NORTH YARMOUTH, Maine -- A young girl's decomposed body was found last month -- nearly 10 years after she vanished -- inside a cardboard crate in a barn.
About three weeks after she disappeared, police received crude sketches of a house and a barn from an elderly man who claimed he had a 'vision' of where Barbara Ann Ripley might be discovered.
The faded sketches had been all-but-forgotten since the 11-year-old was last seen on Sept. 29, 1971.
'I compared it to a photo we took of the site, and everything matched,' said Maine State Police Det. Peter Herring.
'The barn, its relationship to the house and the road,' he said. 'If you stand and look at the place from the same perspective, it all looks the same.'
One sketch even had a large arrow pointing to the right corner of Edward Hodgetts' barn on Route 231 where the body was found.
'The house (in my mind) is up higher than the barn -- one end of the barn faces the road -- country road -- I think it's (the house) white -- faded white,' said a note from the elderly man that accompanied the sketches.

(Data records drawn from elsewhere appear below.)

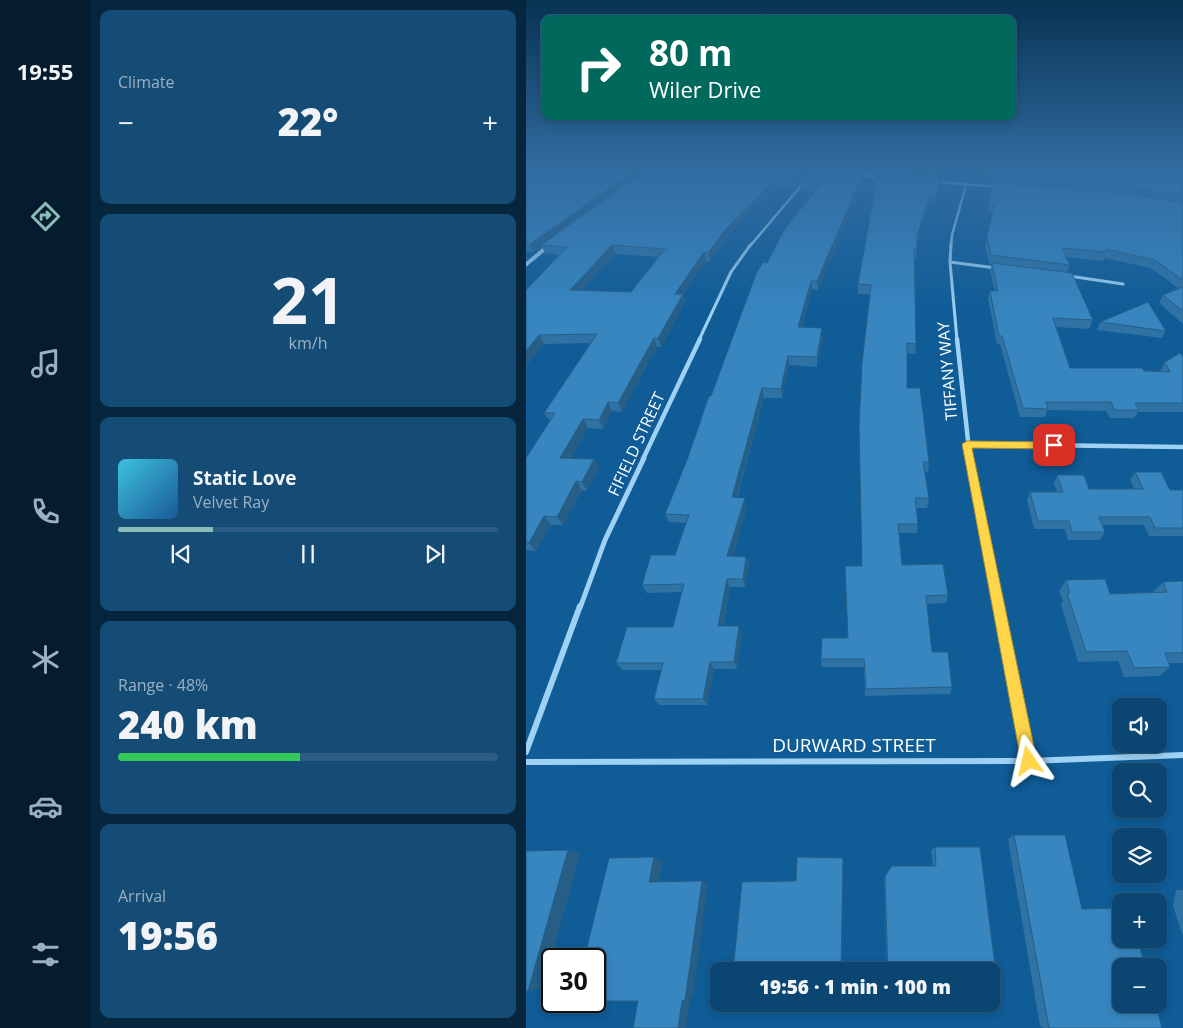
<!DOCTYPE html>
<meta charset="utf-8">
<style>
:root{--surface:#0b4571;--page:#144c76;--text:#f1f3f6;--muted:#9ab1c3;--line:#2b5d84;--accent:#8bbbb9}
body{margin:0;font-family:"Open Sans",sans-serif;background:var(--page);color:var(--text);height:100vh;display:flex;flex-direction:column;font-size:19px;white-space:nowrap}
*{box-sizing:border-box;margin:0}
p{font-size:16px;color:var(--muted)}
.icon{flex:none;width:28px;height:28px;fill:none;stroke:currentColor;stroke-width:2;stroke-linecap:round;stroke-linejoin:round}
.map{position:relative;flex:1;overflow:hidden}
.side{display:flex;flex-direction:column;gap:10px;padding:10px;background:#06263e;width:436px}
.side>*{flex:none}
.hud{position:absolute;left:15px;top:15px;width:475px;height:105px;border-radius:10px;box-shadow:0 2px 8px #0003,0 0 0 1px var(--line);background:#00695c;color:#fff;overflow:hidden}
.fabs{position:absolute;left:586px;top:698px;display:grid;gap:10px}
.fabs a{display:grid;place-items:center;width:55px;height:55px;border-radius:10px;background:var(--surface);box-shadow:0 2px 8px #0003,0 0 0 1px var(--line);font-size:25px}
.speed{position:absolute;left:15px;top:948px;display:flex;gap:10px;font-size:25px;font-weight:700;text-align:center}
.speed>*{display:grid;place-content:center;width:65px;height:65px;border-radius:50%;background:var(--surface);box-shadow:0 2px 8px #0003,0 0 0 1px var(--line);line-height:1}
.speed .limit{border:2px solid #111;border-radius:8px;background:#fff;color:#111}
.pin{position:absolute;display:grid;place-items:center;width:42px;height:42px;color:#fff;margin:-21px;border-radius:10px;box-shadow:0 2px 8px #0006}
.me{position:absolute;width:55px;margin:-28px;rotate:349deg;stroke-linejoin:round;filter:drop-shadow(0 0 4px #0008)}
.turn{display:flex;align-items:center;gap:18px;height:105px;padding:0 25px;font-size:22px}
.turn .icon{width:65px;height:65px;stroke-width:2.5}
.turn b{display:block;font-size:35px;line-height:42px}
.big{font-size:38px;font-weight:800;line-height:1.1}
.side .card{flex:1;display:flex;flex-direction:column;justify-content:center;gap:8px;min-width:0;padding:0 18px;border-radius:10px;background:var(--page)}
.side .dial{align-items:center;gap:0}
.dial b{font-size:65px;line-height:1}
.song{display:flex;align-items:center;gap:15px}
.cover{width:60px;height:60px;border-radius:8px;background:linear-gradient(135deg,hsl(190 70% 55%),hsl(210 70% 35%))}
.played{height:5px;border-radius:2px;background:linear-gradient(90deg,var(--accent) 25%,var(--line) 25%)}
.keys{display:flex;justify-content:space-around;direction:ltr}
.heat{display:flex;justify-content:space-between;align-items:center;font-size:28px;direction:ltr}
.charge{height:8px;border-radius:4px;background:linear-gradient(90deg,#34c759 48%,var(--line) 0)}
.trip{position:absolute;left:184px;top:962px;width:290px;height:50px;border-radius:10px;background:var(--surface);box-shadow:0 2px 8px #0003,0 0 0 1px var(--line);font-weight:800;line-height:50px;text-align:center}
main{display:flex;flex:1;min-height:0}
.tab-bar{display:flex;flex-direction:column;width:90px;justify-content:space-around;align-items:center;background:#041c2d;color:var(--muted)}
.tab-bar .icon{width:35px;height:35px}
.tab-bar .on{color:var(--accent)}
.tab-bar b{font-size:22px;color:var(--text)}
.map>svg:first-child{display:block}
</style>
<main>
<nav class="tab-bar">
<b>19:55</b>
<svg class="icon on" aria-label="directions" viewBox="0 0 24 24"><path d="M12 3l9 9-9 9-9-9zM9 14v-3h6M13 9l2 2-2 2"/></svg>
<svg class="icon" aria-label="music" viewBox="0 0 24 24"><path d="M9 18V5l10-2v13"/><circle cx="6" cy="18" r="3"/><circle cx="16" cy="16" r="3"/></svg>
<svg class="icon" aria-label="phone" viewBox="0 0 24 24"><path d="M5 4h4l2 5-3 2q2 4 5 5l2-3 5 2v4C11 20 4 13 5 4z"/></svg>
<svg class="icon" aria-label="climate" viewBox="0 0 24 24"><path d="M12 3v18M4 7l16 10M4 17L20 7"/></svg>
<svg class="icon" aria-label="car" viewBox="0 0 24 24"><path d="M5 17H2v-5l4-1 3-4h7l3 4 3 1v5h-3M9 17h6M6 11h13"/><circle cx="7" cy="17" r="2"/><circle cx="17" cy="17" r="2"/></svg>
<svg class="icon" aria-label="filters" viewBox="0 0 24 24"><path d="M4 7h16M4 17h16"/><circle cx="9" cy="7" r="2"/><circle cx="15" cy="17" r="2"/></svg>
</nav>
<section class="side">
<div class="card"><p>Climate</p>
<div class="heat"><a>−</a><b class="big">22°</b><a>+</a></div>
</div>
<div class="card dial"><b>21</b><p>km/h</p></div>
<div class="card">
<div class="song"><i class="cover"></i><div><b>Static Love</b><p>Velvet Ray</p></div></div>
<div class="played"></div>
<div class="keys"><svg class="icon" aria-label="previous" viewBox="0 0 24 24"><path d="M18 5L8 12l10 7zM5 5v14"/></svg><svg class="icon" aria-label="pause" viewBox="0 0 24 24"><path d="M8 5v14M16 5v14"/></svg><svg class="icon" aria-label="next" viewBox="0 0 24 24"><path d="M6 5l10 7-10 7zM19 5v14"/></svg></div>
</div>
<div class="card"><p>Range · 48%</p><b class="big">240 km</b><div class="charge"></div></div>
<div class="card"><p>Arrival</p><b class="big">19:56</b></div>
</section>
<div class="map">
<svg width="657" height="1028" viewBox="0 0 657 1028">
<rect width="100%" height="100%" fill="#0f5c97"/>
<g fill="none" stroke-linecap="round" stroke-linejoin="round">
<path stroke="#9fd1f4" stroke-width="2.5" d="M275 170 291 171
M332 175 358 177
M411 182 472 187
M224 246 279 181
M425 246 426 235 440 185"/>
<path stroke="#9fd1f4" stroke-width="3" d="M425 244 424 262 431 340
M424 262 470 268
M543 276 597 284
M173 340 205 272 225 244"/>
<path stroke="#9fd1f4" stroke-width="4.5" d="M431 339 444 459
M441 444 657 447
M117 459 174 339"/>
<path stroke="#9fd1f4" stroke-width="5" d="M444 458 473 608
M54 608 79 540 118 458"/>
<path stroke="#9fd1f4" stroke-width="6" d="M473 606 503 761
M0 752 54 606
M0 762 503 761 657 755"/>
<path fill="#9fd1f4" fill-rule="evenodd" d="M25 241 30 242 0 267V262Z"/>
</g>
<path fill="#2f73a5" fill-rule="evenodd" d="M0 170H280L281 174 268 189 249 188 200 238 184 261H180L157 294 159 302 135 347H131L96 412 86 411 77 429 62 428 45 458 68 459 73 468 61 491 56 490 37 525H25L10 551 0 550V458L24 421 18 413 65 343 18 344 0 366 34 255 19 253 16 247 8 252H0ZM89 254 133 257 105 292 56 290Z
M286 170H342L340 173 338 172V179L292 290 286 289 276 327 297 337 291 367 263 365 256 398H238L211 498 221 507 207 556 220 557 223 565 219 587H204L197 626 216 634 211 669H188L181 705H133L128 699 135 670H96L90 663 147 627 156 592 121 593 116 585 149 555 160 523 143 522 139 514 161 460 185 396 241 263 289 192 275 190 274 182Z
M353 170H657V324L633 303 637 295 652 288 625 268 578 258 577 261 540 257 544 265 541 272 567 320 563 329 530 327 544 368 635 371H634L639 362 657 357V412H612L608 418H584L580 411 521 410 519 417H494L474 344H471L462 299 464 291H469L464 271 466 264 463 263 459 245 466 213H461L468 176 420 172 418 179H416V186L409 204H405L400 214 391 244 390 259H389L390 344 389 354 381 353V388L403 462 402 472H399L403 498 401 508H391L392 524 391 533H373L376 565 422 595 420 603 401 604 406 652 426 687 424 694 339 696 338 667H296L295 659 321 638 336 566 333 435 344 294H332V284Z
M574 322 640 331 636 338 571 330Z
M609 472 644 490H657V536H623L618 525H576L579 532 574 540H542L539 529H508L501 500 504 492H531L528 483 531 475 563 489H608L604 480Z
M540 580 584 594 627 592 637 582 657 581V663H643L644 667 634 676 598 677 592 661 552 662 535 604 537 601 533 591Z
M488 835 556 909 636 1028H518L514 1026 482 839Z
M409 847 465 971H361L358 879 366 866H407L405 850Z
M650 890H657V936L647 906Z"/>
<path fill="#265e86" d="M109 170H121L15 245 16 247 8 252 4 244Z
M277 170H280L281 174 268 189 267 182Z
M419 170H420V172L418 179Z
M338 171V179L292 290 291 281Z
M416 177V186L409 204 410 196Z
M249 180V188L200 238 184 261 182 253 199 230Z
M406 195 405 204 400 214 391 245V236L401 205Z
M86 245 89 254 48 299 44 290Z
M178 252 180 261 157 294 159 302 135 347 132 338 149 294Z
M285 281 286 289 273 336 272 327Z
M296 328 297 337 291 367V357Z
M13 335 18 344 0 366V351Z
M128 338 131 347 96 412 92 403Z
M262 356 263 365 256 398 255 389Z
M236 388 238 398 208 506 206 497Z
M82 402 86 411 77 429 73 420Z
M57 419 62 428 40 467 34 458Z
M68 459 73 468 61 491 56 482Z
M50 481 56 490 37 525 31 517Z
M219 498 221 507 204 565 201 556Z
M18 516 25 525 10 551 3 543Z
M220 557 223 565 219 587 217 579Z
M201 579 204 587 195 634 192 626Z
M213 626 216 634 211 669 208 662Z
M184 662 188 669 181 705 177 699Z
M42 850 54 854 17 989 2 991Z
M128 857 137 860 132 884 123 882Z
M317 858 316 971H315Z
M176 881 182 883 167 997 164 998 160 1028H152Z"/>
<path fill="#3786c0" stroke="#265e86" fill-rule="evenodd" d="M0 170H109L4 244H0Z
M120 170H277L267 182 249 180 199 230 182 253 178 252 149 294H157L132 338H128L92 403 82 402 73 420 57 419 34 458 68 459 56 482 50 481 31 517 18 516 3 543 0 542V458L29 413H18L71 334 13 335 0 351V290L41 247 15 245ZM86 245 139 249 105 292 44 290Z
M286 170H320L338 171 291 281H285L272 327 296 328 291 357 262 356 255 389 236 388 206 497 219 498 201 556 220 557 217 579H201L192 626H213L208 662H184L177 699H128L137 663H90L101 627H147L158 584 116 585 125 555H149L163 515 139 514 161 460 183 396H185L230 274 237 262 241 263 258 230 295 184 274 182Z
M390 170H419L418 172Z
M469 170H657V196L607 188 468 176Z
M352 172 416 177 410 196 406 195 401 205 391 236V250L388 249 390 344 381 343V388H394L403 462H397L403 498H389L392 524H372L376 565 417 564 422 595 400 596 406 652H422L426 687 340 689 338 659H295L296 638H322L319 566H336L333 425 336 363 345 285 332 284Z
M467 182 606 194 657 203V280L629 260 580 249V252L536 248 544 265 465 255 461 237 468 205H462Z
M466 263 546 273 567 320 527 318 544 368H616L618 371 644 372 639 362 654 353 657 357V403H609L613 410H588L585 402H520L522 409 497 408 476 336H473L464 291H472Z
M657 287V311L637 295Z
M622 302 640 331 574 322Z
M609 472H635L644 490H657V528H629L624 517H573L579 532H546L543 521H512L504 492H537L531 475H558L563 489H617Z
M579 579 584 594 641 592 637 582 657 581V653H639L644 667 608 668 601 651 560 652 541 593H544L540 580Z
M488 835H539L556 909 595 908V939H612L619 966H595V1004H630L636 1028H523Z
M409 847H454L472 989H465V971H362L359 876 366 866H410Z
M42 850 2 991H0V851Z
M128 857 123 882 176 881 159 1000 156 1001 152 1028H107L112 1001H69V959H58L83 858Z
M271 857 317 858 315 971H207L216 882 270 881Z"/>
<linearGradient id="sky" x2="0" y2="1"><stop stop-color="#083353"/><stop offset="0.54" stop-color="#316ca1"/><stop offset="1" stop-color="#316ca1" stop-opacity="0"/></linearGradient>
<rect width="657" height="314" fill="url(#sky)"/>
<path fill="#ffd54a" stroke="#a68a30" d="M441 441 528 442 533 445 528 449 446 448 511 761 509 767 503 769 498 767 495 761 436 444Z"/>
<g text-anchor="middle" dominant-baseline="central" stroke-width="5" stroke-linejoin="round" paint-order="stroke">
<g font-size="16" fill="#fff" stroke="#0f5c97">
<text transform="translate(421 371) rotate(-95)">TIFFANY WAY</text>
<text transform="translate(110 444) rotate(-65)">FIFIELD STREET</text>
</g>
<g font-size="19" fill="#fff" stroke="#0f5c97">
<text x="328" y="745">DURWARD STREET</text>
</g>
</g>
</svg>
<div class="fabs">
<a><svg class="icon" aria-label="sound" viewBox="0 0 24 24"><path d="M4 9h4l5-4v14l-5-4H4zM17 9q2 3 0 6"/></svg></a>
<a><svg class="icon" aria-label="search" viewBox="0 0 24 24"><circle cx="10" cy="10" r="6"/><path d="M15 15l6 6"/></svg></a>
<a><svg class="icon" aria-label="layers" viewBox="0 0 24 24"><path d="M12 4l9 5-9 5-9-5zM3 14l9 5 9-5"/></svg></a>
<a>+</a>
<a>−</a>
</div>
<div class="speed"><div class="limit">30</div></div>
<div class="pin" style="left:528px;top:445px;background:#d93025"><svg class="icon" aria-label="arrive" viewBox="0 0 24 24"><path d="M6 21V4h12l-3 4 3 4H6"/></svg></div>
<svg class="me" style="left:503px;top:761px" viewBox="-20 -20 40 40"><path d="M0-17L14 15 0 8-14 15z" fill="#ffd54a" stroke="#fff" stroke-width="4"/></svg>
<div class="trip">19:56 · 1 min · 100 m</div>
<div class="hud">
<div class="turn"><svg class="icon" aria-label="right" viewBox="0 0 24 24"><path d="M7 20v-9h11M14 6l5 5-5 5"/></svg><div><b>80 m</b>Wiler Drive</div></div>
</div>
</div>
</main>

The large house owned by Hodgetts is white. It is not on a slope, but appears higher than the barn -- which has one end facing the road.
'I don't believe that kind of stuff, but it makes you think twice,' said Assistant Attorney General Pat Perrino, chief investigator in the case.
The elderly man had a few road names scrawled on the note -- all about five miles away, in the nearby towns of Falmouth and Cumberland.
Police had a name and return address with the sketches: Elmer S. Dougherty, 26 Wilder's Trailer Court, Old Town, Maine.
Police tried to contact him when the girl's body was found.
He had died from pneumonia in Bangor in 1973 at age 71.
'I remember him speaking to us at that time about how he had a vision of the barn and the house and the location,' said Mrs. Doris Wilder, who knew Dougherty at the trailer park. 'He was quite concerned about it.'
The husky old man lived in the trailer with four cats.
'When he passed away, it was the strangest thing I ever saw -- his cats started dying, too,' said Harvey Wilder, who has since moved with his wife to Florida.
And retired Penobscot County Sheriff Otis LaBree also remembers Dougherty -- who contacted him several times about missing children.
'He stirred me up on a couple of cases because he started mentioning things that hadn't been reported in the papers, and was hitting pretty close to what I knew were the facts,' LaBree said.
Authorities are treating Miss Ripley's death as a natural death.
'Everything points to the girl having some sort of emotional problems, running away from home, crawling into the crate and then dying from exposure,' Perrino said.